_Exercise materials_:
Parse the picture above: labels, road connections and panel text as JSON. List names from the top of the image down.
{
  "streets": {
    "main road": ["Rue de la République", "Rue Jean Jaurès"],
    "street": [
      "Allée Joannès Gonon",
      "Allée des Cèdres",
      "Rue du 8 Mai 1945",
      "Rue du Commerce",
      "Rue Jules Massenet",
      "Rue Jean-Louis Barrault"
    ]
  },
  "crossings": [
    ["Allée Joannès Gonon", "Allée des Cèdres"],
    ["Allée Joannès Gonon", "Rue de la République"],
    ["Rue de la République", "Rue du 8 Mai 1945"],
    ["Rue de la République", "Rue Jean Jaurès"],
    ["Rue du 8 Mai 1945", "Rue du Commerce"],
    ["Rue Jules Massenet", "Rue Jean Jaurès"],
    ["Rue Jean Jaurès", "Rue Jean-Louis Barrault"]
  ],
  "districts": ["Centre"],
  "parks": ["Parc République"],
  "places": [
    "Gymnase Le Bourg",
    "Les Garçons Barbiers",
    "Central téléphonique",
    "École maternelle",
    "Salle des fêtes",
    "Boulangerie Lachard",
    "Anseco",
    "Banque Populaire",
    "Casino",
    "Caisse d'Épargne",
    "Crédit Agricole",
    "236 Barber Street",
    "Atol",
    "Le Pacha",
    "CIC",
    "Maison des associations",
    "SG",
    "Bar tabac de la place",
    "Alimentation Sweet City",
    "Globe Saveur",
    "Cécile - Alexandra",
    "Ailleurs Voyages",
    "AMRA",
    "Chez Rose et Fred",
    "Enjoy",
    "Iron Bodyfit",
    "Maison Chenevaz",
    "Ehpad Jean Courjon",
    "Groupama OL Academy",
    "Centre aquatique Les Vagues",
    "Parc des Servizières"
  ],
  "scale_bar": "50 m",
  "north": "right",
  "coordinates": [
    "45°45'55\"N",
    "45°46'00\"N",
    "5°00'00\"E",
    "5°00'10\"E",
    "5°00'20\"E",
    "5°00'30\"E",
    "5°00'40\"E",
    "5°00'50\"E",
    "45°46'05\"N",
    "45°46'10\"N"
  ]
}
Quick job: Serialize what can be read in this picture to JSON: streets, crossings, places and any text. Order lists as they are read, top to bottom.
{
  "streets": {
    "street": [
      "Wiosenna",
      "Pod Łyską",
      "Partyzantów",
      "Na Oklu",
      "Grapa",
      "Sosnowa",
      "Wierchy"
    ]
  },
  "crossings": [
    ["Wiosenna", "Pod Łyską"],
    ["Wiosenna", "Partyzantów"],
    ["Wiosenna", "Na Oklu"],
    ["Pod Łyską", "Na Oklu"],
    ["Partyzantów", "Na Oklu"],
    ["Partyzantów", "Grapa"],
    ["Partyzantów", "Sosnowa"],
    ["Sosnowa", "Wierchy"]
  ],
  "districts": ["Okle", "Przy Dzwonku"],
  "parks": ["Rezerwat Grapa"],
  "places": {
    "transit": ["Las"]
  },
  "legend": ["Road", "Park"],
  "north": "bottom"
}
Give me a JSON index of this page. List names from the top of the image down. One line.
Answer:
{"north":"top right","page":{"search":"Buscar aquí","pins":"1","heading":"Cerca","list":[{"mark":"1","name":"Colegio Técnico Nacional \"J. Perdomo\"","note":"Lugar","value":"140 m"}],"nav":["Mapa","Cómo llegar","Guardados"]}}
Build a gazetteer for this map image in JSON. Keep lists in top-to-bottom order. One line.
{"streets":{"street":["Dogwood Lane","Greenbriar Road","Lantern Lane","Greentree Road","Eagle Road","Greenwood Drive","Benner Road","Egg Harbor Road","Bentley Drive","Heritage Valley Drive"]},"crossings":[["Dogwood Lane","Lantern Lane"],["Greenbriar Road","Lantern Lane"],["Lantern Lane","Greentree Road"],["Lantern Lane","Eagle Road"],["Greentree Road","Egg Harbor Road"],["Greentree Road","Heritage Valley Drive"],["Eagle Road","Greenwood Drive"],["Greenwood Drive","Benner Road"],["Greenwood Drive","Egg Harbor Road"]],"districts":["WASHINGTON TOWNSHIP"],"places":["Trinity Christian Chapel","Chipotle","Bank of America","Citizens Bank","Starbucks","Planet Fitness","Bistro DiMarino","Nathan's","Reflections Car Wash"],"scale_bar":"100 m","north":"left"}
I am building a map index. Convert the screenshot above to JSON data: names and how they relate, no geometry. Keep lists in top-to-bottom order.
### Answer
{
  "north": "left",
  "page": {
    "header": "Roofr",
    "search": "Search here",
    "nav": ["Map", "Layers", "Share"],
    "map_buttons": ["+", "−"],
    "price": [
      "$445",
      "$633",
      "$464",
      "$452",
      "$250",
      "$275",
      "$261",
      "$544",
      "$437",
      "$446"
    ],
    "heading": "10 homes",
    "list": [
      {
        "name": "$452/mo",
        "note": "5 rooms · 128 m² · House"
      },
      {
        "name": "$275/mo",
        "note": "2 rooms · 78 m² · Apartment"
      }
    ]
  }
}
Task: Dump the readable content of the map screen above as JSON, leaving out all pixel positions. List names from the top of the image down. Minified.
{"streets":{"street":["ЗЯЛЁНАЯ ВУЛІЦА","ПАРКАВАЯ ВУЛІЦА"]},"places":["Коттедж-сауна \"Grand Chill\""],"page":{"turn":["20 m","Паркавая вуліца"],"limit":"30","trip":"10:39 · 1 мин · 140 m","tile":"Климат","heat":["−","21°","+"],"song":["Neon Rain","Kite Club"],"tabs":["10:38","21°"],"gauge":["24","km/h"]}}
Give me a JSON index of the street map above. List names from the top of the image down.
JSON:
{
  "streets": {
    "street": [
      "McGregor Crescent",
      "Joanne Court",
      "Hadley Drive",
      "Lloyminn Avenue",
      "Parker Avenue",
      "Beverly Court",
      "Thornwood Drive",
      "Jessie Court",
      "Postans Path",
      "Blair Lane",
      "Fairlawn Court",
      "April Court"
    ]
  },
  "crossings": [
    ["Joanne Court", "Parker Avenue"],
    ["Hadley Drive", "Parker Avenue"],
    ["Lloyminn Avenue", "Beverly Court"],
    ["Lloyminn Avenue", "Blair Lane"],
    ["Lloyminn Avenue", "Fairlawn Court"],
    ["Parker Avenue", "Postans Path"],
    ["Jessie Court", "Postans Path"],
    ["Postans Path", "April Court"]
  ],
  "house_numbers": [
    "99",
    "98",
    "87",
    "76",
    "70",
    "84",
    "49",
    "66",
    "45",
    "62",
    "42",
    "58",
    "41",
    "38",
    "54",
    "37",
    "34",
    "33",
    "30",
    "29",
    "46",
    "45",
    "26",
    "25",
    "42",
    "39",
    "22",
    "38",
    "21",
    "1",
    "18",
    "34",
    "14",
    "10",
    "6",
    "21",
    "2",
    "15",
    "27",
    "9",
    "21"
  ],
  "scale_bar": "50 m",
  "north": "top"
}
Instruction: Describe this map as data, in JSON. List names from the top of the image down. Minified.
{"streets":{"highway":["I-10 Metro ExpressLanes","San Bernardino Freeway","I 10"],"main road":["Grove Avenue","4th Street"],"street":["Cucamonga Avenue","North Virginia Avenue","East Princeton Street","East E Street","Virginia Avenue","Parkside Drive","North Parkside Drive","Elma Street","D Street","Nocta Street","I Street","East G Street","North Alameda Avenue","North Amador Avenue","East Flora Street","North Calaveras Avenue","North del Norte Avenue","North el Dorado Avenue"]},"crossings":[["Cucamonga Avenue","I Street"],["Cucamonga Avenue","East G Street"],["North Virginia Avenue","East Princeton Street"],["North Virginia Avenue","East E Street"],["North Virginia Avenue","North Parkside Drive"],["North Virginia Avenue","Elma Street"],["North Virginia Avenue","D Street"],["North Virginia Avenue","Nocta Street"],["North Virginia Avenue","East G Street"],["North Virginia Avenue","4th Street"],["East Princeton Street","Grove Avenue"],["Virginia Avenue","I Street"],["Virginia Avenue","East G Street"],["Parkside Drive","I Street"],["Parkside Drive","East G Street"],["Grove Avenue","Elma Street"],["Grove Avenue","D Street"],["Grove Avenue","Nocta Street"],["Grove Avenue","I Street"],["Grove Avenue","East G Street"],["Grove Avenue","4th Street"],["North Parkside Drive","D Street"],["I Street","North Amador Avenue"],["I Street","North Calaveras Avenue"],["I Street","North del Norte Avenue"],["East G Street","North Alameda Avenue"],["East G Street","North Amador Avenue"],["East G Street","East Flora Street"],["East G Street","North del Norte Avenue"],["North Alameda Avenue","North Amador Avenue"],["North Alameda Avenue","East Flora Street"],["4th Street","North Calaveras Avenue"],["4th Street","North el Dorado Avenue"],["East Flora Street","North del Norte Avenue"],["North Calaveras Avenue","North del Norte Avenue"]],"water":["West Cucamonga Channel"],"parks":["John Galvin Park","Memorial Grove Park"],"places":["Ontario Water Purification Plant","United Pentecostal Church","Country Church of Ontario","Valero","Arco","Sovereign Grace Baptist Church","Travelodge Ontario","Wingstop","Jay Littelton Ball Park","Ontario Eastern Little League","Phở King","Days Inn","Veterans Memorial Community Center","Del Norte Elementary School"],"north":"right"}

_Task item_:
Your answer must be a single number: the count of lines in the records that include "Joanne".

_Solution below_:
2